Give the number of lines in the records below that hold "rows"; nothing else is needed.

** Opening INPUT block **

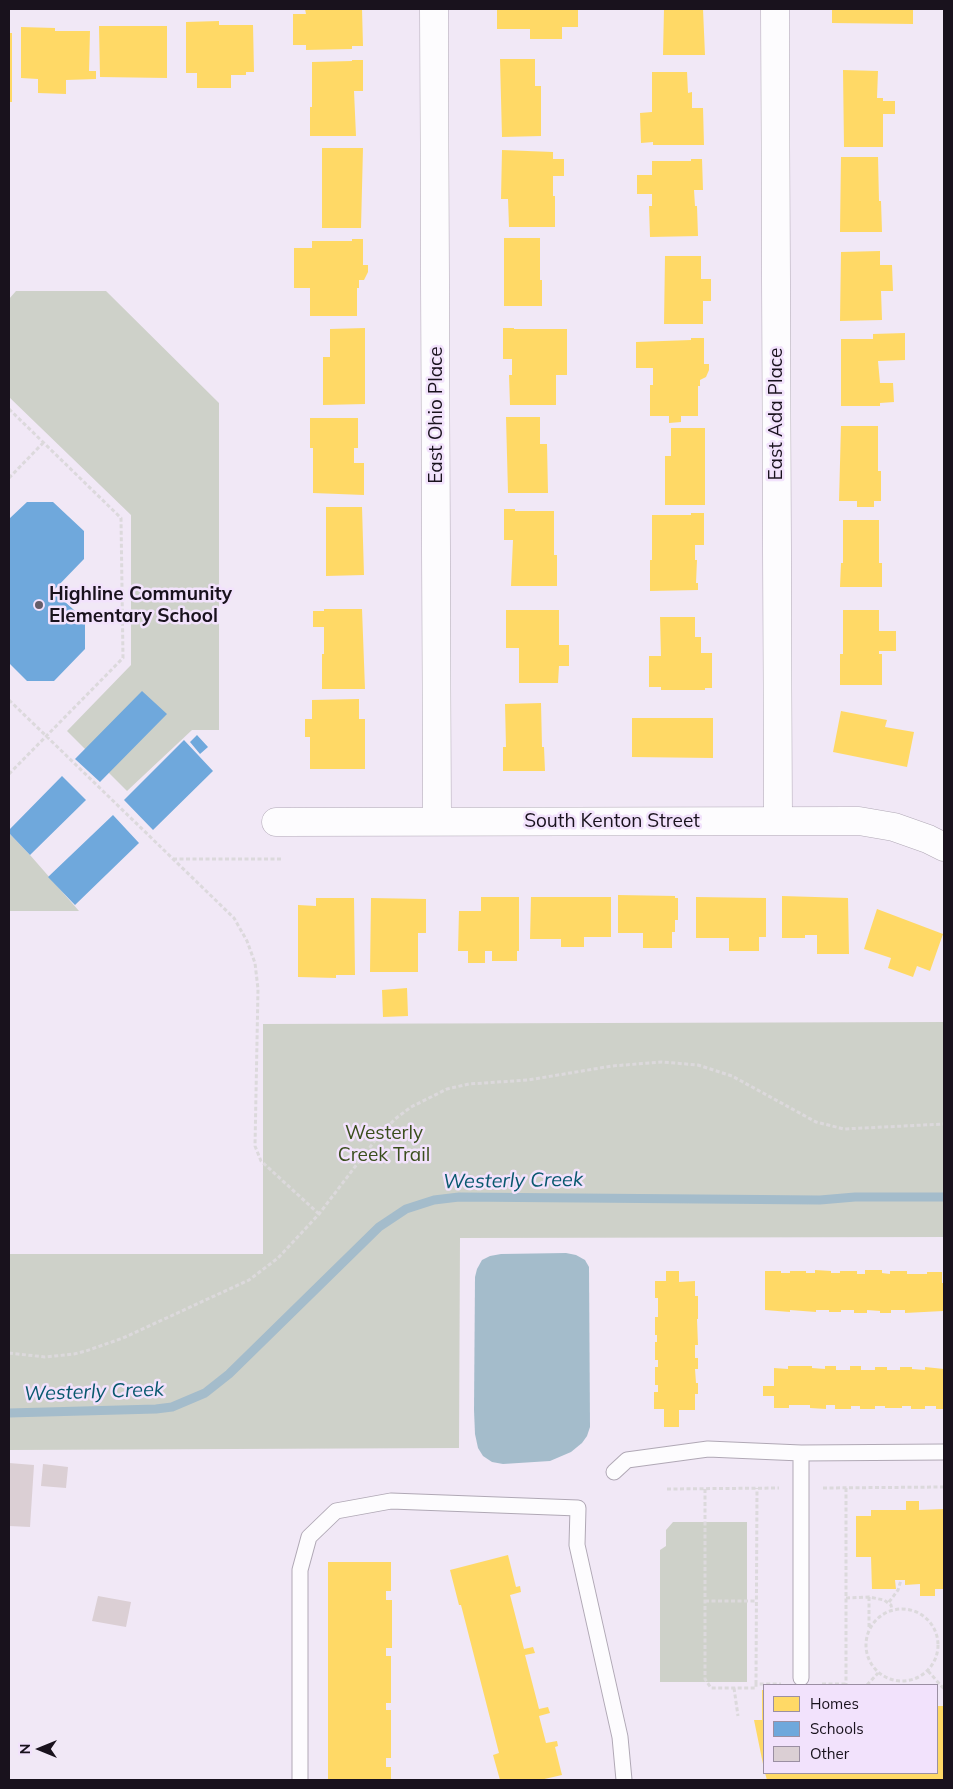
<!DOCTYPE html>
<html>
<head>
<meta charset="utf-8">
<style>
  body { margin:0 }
  #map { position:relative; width:953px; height:1789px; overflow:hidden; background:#f1e8f6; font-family:Mulish,sans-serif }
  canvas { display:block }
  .frame { position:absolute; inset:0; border:10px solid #19121d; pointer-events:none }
  .legend { position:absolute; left:763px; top:1684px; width:175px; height:90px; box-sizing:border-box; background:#f2e2fc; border:1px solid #9b8fa3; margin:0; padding:6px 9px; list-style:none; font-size:15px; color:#19121d }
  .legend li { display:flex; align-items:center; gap:10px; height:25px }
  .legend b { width:25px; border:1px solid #9b8fa3 }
  .north { position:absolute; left:15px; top:1724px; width:50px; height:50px; -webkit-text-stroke:4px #f2e2fc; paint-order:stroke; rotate:270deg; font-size:14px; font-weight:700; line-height:20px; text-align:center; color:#19121d }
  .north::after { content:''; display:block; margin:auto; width:18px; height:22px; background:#19121d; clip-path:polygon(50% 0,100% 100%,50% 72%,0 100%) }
</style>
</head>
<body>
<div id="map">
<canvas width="953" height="1789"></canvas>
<div class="frame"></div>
<ul class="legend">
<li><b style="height:14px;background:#ffd966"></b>Homes</li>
<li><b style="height:14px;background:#6fa8dc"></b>Schools</li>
<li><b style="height:14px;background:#dbcfd4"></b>Other</li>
</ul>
<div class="north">N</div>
</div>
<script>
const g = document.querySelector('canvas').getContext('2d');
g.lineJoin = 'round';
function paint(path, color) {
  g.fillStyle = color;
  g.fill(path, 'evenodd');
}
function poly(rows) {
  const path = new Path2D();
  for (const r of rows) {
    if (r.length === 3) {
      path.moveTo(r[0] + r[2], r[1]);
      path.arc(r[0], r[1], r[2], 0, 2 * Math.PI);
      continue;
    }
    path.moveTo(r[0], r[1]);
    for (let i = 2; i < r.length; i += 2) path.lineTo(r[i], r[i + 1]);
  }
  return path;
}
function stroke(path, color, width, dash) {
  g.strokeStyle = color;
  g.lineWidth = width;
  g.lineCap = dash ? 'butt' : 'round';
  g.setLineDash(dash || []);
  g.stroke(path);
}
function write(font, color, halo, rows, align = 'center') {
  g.font = font + ' Mulish,sans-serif';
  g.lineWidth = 5;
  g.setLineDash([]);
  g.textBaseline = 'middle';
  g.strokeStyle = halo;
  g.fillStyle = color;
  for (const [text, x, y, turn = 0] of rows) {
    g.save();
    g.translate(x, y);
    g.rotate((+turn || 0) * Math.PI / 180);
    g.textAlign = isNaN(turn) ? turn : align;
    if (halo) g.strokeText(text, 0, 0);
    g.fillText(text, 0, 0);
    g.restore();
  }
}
paint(poly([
  [16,291,106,291,219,403,219,730,192,730,127,791,67,731,131,665,131,515,9,397,9,299],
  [9,833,30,855,79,911,9,911],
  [944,1022,944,1237,460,1238,459,1448,9,1450,9,1254,263,1254,263,1024],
  [673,1522,747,1522,747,1682,660,1682,660,1550,666,1546,666,1530]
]), '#ced1c9');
paint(poly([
  [566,1253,576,1255,585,1260,589,1267,590,1427,587,1436,582,1443,571,1452,550,1461,503,1464,492,1462,483,1456,478,1448,475,1434,474,1410,475,1277,477,1269,482,1260,490,1256,501,1254]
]), '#a4bccb');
paint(poly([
  [305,9,362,9,363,46,352,46,352,49,306,50,306,45,293,45,293,14,306,14],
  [497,9,578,9,578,27,562,27,562,39,530,39,530,29,497,29],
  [664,9,703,9,705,55,663,55],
  [832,9,913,9,913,24,832,23],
  [219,21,219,25,253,25,254,72,246,72,246,75,231,75,231,88,197,88,197,73,186,73,186,22],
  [99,26,167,26,167,78,100,77],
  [21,27,55,28,55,31,90,31,89,71,96,71,96,79,66,80,66,94,38,93,38,79,21,78],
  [9,33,12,33,12,102,9,102],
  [500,59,535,59,535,86,541,86,541,136,502,137],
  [352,60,363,60,363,91,354,91,356,136,310,136,310,107,312,107,312,62,352,61],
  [843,70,878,71,877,98,883,98,883,101,895,101,895,114,883,114,883,147,844,147],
  [652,72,687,72,688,93,692,92,692,108,703,108,704,145,653,145,653,142,641,143,640,113,652,112],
  [322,148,363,148,361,228,322,228],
  [502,150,553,152,553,159,564,159,564,176,553,176,553,196,555,196,555,227,509,227,508,199,501,199],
  [841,157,878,157,879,201,881,201,882,232,840,232],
  [691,159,702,159,703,190,694,190,695,206,697,206,698,236,650,237,649,206,652,206,652,194,637,194,637,175,652,175,652,161,691,161],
  [504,238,540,238,540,280,542,280,542,306,504,306],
  [352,239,363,239,363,265,368,265,368,272,364,280,359,280,359,288,357,288,357,316,310,316,310,288,294,288,294,248,312,248,312,241,352,241],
  [880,251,880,265,892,265,893,291,881,291,882,320,840,321,841,252],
  [665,256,701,256,701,279,711,279,711,301,703,301,703,324,664,324],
  [365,328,365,404,323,405,323,357,330,357,330,329],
  [503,328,514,328,514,329,567,329,567,375,556,375,556,405,510,405,509,375,512,375,512,359,503,359],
  [905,333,905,360,878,361,880,383,893,383,894,402,880,403,880,406,841,406,841,339,873,339,873,334],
  [691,338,704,338,704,364,709,364,709,370,706,377,700,380,700,386,698,386,698,416,681,416,681,422,669,423,669,416,650,416,650,385,653,385,653,368,636,368,636,342,691,340],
  [506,417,540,417,540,444,547,444,548,493,508,493],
  [310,418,358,418,358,448,354,448,354,463,364,463,364,495,313,493,313,448,310,448],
  [841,426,878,426,878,471,881,471,881,501,874,501,874,507,857,507,857,501,839,501],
  [671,428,705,428,705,505,665,505,665,456,671,456],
  [326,507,362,507,364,575,326,576],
  [504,509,515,509,515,511,554,511,554,555,557,555,557,586,511,586,513,540,504,540],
  [691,513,704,513,704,545,695,545,695,560,697,560,696,583,698,583,698,590,650,591,650,560,652,560,652,515,691,515],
  [843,520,879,520,879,563,882,563,882,587,840,587,841,563,843,563],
  [324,609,362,609,365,689,322,689,322,654,324,654,324,627,313,627,313,611,324,611],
  [506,610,559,610,559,645,569,645,569,666,559,666,558,683,519,683,519,648,506,648],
  [843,610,879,610,879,631,896,631,896,651,879,651,879,654,882,654,882,685,840,685,840,654,843,654],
  [660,617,695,617,695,637,701,637,701,653,712,653,712,688,705,688,705,690,661,690,661,687,649,687,649,656,661,656],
  [359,699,359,719,365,719,365,769,310,769,310,737,305,737,305,719,312,719,312,700],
  [541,703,542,747,544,747,545,771,503,771,503,747,506,747,505,704],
  [841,711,887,720,885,727,914,732,907,767,833,752],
  [632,718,713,718,713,758,632,757],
  [618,895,675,896,675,898,678,898,678,920,675,920,675,932,672,932,672,948,643,948,643,933,618,933],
  [782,896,848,898,849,954,817,954,817,935,805,935,805,938,782,938],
  [481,897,519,897,519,951,517,951,517,961,492,961,492,951,485,951,485,963,468,963,468,951,458,951,459,911,481,911],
  [531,897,611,897,611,937,584,937,584,947,561,947,561,939,530,939],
  [696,897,766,898,766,937,759,937,759,951,729,951,729,938,696,938],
  [316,898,354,898,355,975,336,975,336,978,298,977,298,905,316,906],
  [371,898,426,899,426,933,418,933,418,972,370,972],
  [877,909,943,934,930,971,917,966,913,977,888,968,891,958,864,949],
  [407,988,408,1016,383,1017,382,990],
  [815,1270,831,1271,831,1273,840,1273,840,1271,857,1271,857,1274,865,1274,865,1270,882,1270,882,1273,890,1274,890,1271,907,1271,907,1274,927,1274,927,1272,942,1272,942,1283,944,1283,943,1311,905,1313,905,1310,891,1310,891,1313,880,1313,880,1311,867,1310,867,1313,854,1313,854,1310,841,1310,841,1312,829,1312,829,1310,816,1310,816,1312,790,1310,790,1312,765,1310,765,1271,781,1271,781,1273,790,1273,790,1271,806,1271,806,1273,815,1273],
  [666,1271,679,1271,679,1282,695,1281,695,1296,698,1296,698,1319,697,1319,698,1345,695,1345,695,1358,698,1358,698,1369,695,1369,696,1383,698,1383,698,1394,695,1394,695,1410,679,1410,679,1427,664,1427,664,1409,654,1409,654,1392,658,1392,658,1385,655,1385,655,1367,658,1367,658,1360,655,1360,655,1342,657,1342,657,1335,655,1335,655,1317,658,1317,658,1298,655,1298,655,1281,666,1281],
  [788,1366,812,1366,812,1368,825,1369,825,1366,836,1366,836,1370,850,1370,850,1366,861,1366,861,1370,875,1370,875,1367,887,1367,887,1370,900,1370,900,1367,912,1367,912,1369,925,1370,925,1367,944,1369,944,1409,936,1409,936,1406,925,1406,925,1409,911,1409,911,1406,902,1406,902,1408,885,1408,885,1406,875,1406,875,1409,860,1409,860,1406,851,1406,851,1409,835,1409,835,1405,826,1405,826,1409,810,1408,810,1405,789,1405,789,1408,774,1408,774,1396,763,1396,763,1386,774,1386,774,1368,788,1369],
  [906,1501,919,1501,919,1510,944,1509,944,1589,935,1589,935,1596,920,1596,920,1584,905,1585,905,1580,895,1580,896,1589,872,1589,871,1557,856,1557,856,1516,871,1516,871,1510,906,1510],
  [508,1555,516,1587,520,1586,521,1592,510,1595,524,1649,533,1647,535,1653,525,1655,539,1709,548,1707,550,1713,539,1716,546,1743,557,1741,558,1746,555,1747,562,1775,540,1780,500,1780,493,1755,499,1753,461,1605,459,1605,450,1570],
  [328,1562,391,1562,391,1591,386,1591,386,1600,392,1600,392,1648,386,1648,386,1656,391,1656,391,1703,386,1703,386,1710,391,1710,391,1758,386,1758,386,1767,391,1767,391,1780,328,1780],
  [762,1690,764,1690,763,1764,754,1720,762,1720],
  [937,1706,944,1706,944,1780,767,1780,765,1773,937,1773]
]), '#ffd966');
paint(poly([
  [27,502,53,502,84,531,84,559,53,591,85,620,85,649,54,681,27,681,9,663,9,519],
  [142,691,167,714,100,782,75,759],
  [197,735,208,747,200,754,190,742],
  [184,740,213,771,153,830,124,800],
  [62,776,86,800,30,855,9,833,9,830],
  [113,815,139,843,75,905,48,877]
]), '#6fa8dc');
stroke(poly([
  [9,1413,156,1409,172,1407,205,1393,229,1374,379,1227,406,1209,434,1200,459,1197,820,1200,855,1197,944,1197]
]), '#a4bccb', 9);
paint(poly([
  [9,1463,34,1465,30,1527,9,1526],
  [43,1464,68,1467,66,1488,41,1486],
  [98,1596,131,1602,126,1627,92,1621]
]), '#dbcfd4');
const lane = poly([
  [614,1472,627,1460,708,1449,801,1453,944,1452],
  [801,1678,801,1453],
  [300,1780,300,1570,309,1537,336,1511,391,1501,578,1508,577,1545,620,1737,624,1780]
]);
const street = poly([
  [434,9,437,821],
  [775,9,778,820],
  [276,822,859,821,894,827,928,839,944,847]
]);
stroke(lane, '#b0a8b5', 17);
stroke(street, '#b0a8b5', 29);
stroke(poly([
  [9,409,121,518,123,658,9,774],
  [9,478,43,443],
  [9,700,234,918,247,941,255,963,258,989,255,1146,261,1161,319,1214],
  [173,859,282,859],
  [9,1353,45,1357,74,1354,86,1351,123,1338,249,1280,278,1258,319,1214,377,1138,395,1119,411,1107,447,1089,469,1084,528,1080,612,1066,662,1062,698,1065,732,1076,816,1122,844,1129,944,1124],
  [823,1488,944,1487],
  [846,1488,846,1685],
  [667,1489,779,1488],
  [705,1489,705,1679,711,1688,756,1688,756,1684,781,1684],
  [869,1597,869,1629],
  [846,1598,869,1597,884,1600,891,1605,892,1610],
  [705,1601,757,1601],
  [889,1602,898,1590,901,1580],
  [902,1645,36],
  [928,1671,944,1689],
  [756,1684,757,1488],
  [822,1684,846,1684],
  [867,1685,878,1673],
  [734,1688,738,1716]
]), '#dcd9dc', 3, [4, 2.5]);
stroke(lane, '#fdfcfe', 15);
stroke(street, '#fdfcfe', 28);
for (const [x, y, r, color] of [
  [39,605,5,"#655d69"]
]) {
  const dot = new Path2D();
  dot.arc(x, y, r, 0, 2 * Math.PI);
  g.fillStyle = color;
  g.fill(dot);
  stroke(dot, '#f2e2fc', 2);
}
write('19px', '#19121d', '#f2e2fc', [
  ["East Ada Place",776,414,-90],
  ["East Ohio Place",436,415,-90],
  ["South Kenton Street",612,821]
]);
write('bold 19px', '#19121d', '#f2e2fc', [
  ["Highline Community",49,594],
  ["Elementary School",49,616]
], 'left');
write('19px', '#3a4e1c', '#f2e2fc', [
  ["Westerly",384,1133],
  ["Creek Trail",384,1155]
]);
write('italic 20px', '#08586e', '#f2e2fc', [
  ["Westerly Creek",513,1181,-1],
  ["Westerly Creek",94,1392,-2]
]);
</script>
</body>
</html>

** Closing INPUT block **

ANSWER BOX
4